#WhereIsPengShuai: Tennis world shows it’s OK not to remain silent over China
The silence that usually follows human rights violations is notably absent in the sports star's mysterious disappearance
19 Nov 21
China's Peng Shuai, who went from being the nation's darling to persona non grata following her accusations of sexual assault by a top Chinese official. Credit: AEGON

China's Peng Shuai, who went from being the nation's darling to persona non grata following her accusations of sexual assault by a top Chinese official. Credit: AEGON

Forget about the white lines. When it comes to tennis China might have just crossed a red one. That has been the lesson from the disappearance of Chinese tennis star Peng Shuai.

Two weeks ago the Wimbledon doubles winner vanished after she made sexual assault allegations against a top Chinese government official. For those familiar with China, the plot unfolded much like other #MeToo stories there – victim speaks up only to be quickly silenced.

Except in this case, rather than a smattering of individuals and NGOs condemning the action, the world’s sporting greats have screamed with fury. United under the hashtag #WhereIsPengShuai Serena Williams has said Peng’s disappearance “must be investigated and we must not stay silent”. Novak Djokovic said he was shocked. Germany’s Olympic team have asked for “clarity” on “her well-being and current condition”; Even FC Barcelona football player Gerard Pique shared a meme of the star alongside the hashtag.

It’s not just sporting superstars. It’s organisations too. Organisations like the Women’s Tennis Association.

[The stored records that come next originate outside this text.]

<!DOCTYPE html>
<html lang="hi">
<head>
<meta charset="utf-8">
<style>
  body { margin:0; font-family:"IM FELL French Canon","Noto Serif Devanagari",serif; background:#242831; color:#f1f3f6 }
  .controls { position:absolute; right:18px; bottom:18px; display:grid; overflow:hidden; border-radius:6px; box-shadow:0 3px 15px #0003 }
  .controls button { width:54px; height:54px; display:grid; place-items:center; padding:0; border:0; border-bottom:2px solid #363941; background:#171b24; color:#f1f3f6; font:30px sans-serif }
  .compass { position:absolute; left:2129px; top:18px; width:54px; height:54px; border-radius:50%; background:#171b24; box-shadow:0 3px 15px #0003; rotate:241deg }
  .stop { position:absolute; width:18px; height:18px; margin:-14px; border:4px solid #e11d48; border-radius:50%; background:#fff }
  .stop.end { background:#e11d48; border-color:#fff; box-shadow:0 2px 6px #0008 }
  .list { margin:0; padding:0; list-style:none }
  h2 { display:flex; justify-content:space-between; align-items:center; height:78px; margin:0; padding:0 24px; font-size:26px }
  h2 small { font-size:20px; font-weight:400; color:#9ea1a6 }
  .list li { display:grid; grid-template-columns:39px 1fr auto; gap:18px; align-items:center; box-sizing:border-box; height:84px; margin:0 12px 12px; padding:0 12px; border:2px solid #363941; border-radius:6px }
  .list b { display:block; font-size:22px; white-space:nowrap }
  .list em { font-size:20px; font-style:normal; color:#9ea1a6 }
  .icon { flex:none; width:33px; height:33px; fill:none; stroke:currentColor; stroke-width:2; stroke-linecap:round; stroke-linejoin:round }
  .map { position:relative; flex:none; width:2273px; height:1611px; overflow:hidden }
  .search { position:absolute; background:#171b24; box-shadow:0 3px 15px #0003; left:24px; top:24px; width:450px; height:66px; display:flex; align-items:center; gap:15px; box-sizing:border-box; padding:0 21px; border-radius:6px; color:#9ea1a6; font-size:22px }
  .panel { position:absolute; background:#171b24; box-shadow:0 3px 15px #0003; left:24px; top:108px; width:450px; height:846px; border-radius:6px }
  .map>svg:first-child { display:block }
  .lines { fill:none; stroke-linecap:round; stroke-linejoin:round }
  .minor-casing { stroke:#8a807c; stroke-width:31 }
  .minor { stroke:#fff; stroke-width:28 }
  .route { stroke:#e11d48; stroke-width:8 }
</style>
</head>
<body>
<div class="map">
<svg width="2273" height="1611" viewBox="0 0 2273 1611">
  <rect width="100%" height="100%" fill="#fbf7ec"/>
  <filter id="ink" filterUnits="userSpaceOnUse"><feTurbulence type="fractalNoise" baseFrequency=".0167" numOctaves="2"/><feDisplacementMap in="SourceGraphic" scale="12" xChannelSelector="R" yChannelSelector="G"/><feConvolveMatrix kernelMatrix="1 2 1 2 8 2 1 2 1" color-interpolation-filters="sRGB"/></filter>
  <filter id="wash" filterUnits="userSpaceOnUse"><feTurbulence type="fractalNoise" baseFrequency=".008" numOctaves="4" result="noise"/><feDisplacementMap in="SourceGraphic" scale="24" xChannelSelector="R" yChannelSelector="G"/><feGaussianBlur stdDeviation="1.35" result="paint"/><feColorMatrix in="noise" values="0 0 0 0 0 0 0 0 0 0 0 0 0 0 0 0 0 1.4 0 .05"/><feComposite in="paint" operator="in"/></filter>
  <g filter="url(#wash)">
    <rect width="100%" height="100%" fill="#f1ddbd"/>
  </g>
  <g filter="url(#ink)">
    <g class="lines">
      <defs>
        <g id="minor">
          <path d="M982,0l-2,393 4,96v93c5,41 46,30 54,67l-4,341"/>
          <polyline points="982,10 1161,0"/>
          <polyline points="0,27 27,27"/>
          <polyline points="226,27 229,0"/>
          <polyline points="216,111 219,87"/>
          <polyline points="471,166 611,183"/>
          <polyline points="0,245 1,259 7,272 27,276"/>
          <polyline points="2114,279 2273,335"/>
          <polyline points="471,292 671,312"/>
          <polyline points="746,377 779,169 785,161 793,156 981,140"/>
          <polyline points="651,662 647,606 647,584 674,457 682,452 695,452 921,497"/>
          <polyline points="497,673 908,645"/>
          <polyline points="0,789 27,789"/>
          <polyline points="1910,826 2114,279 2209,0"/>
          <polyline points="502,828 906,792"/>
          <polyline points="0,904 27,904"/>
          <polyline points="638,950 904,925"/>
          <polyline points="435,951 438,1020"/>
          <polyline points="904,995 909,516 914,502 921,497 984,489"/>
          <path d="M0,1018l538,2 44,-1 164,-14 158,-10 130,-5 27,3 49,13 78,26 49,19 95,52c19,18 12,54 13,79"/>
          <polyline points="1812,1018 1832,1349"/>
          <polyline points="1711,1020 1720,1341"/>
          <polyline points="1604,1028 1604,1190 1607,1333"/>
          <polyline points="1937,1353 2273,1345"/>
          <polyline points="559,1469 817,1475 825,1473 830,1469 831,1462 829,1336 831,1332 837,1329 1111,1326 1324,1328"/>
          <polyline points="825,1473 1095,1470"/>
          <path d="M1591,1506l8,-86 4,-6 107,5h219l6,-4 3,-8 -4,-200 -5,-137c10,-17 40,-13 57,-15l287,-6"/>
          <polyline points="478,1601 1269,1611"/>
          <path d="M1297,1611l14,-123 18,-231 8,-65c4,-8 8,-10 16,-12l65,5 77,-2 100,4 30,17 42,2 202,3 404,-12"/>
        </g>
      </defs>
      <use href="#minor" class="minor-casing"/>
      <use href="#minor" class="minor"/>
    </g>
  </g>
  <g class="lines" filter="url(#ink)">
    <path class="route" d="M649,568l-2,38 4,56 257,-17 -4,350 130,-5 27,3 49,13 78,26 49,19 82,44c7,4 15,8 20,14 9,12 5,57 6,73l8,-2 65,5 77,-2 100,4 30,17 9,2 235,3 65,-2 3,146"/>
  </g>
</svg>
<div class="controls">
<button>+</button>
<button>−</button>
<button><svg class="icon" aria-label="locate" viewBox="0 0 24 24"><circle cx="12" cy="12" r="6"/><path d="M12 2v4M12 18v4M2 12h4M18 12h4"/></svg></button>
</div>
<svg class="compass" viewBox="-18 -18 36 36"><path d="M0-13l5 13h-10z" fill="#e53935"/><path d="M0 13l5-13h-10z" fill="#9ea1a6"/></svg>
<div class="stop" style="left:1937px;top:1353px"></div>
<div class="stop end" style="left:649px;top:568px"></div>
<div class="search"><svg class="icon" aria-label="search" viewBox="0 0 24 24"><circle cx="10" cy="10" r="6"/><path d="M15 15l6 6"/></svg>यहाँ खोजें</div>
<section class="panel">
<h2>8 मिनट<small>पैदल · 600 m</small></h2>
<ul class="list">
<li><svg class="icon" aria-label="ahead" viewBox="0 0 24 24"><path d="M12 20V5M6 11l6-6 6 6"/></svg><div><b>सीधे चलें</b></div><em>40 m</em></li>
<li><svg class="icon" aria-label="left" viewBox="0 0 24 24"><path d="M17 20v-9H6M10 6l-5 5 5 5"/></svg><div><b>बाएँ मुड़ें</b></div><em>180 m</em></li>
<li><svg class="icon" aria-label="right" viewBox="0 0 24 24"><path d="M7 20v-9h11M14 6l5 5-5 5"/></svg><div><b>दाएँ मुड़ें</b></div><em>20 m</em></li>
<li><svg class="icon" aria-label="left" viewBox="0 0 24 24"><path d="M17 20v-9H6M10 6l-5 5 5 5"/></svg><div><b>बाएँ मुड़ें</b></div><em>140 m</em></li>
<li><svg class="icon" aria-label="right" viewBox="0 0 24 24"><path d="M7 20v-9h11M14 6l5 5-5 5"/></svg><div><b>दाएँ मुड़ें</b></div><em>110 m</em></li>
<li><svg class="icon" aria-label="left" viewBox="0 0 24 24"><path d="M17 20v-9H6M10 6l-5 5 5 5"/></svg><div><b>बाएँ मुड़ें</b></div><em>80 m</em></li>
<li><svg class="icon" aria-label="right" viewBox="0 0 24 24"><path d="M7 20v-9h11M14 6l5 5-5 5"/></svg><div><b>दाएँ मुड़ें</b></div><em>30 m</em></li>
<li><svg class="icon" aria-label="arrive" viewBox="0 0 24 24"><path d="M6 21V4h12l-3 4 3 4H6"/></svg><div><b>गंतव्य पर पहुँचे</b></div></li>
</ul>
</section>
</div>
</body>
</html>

WTA chair Steve Simon said on Wednesday that “the WTA and the rest of the world need independent and verifiable proof that she is safe”. Her sexual assault allegation must be investigated “with full transparency and without censorship”, he added.

Then, yesterday, when a letter surfaced claiming to be from her both denying the allegations and saying she was ok (a letter that was quickly discredited), the WTA chair said:

“We’re definitely willing to pull our business and deal with all the complications that come with it because…this is bigger than the business.”

This, despite years of the WTA building up the profile of tennis in China.  It’s an astonishing show of solidarity.

Not mincing his words at all, the writer Christoph Rehage, currently chronicling his ‘longest walk’ from China to Germany, tweeted: “I totally did not expect the tennis world to be the first to say fuck you xi jinping this shit is enough”. Neither did we Christoph, neither did we.

And why would we? We’ve become so accustomed to the opposite – silence. In the face of series after series of human rights violations, ones of a scale that we said would never happen again, the world’s leading financiers, brands and sporting figures have usually opted to not speak up. Silence like that from the International Olympic Committee, who have said they would not comment on the Peng affair and favoured “quiet diplomacy”.

And not just silence, actual kowtowing, such as when the general manager of Houston Rockets basketball team apologised for a tweet in support of Hong Kong protesters, or when actor John Cena apologised on Chinese social media after calling Taiwan a country, or when the parent company of Zara reportedly removed a statement on their website relating to cotton in Xinjiang.

At the core of the Peng story is a tragedy on an epic scale, of a woman who might have been sexually assaulted and has presumably been threatened or even imprisoned – and of a nation where free expression is muzzled and showing solidarity with the victims of sexual crimes can be a crime in itself. But this is also a story of hope. It’s been very heartening to watch the international outcry, to see for the first time in a while people and organisations who have everything to gain from being friends with China actually saying “enough is enough”.

The tennis world is not the only one taking on China this week. Granted much smaller in scale, students at the University of Exeter called a meeting with senior management about the university’s links to Chinese universities deemed complicit in the genocide of Uyghur Muslims. The students used freedom of information requests to establish the link and as a result the university says it will rethink its policy. On the back of this victory, the external organisation they teamed up with – Students for Uyghurs – have expressed a desire to do similar work at other UK universities.

These two actions, one local one international, are hugely significant. We’ve been told for years that China is too big to take on, too powerful. We’ll be punished; people in China will be punished. We’ve even had the environment thrown at us “Don’t upset the Chinese! We need them on our side to achieve 1.5 degree goals!”). And yet where has silence got us? “Nowhere. We need to speak up”, wrote Rushan Abbas, an activist whose family is incarcerated in China, in a 2020 issue of Index on Censorship.

So to all those of you who have spoken up against atrocities in China this week – thank you. You’ve given us hope that a different future can exist.

By Jemimah Steinfeld

Jemimah Steinfeld has lived and worked in both Shanghai and Beijing where she has written on a wide range of topics, with a particular focus on youth culture, gender and censorship. She is the author of the book Little Emperors and Material Girls: Sex and Youth in Modern China, which was described by the FT as "meticulously researched and highly readable". Jemimah has freelanced for a variety of publications, including The Guardian, The Telegraph, The Independent, Vice, CNN, Time Out and the Huffington Post. She has a degree in history from Bristol University and went on to study an MA in Chinese Studies at SOAS.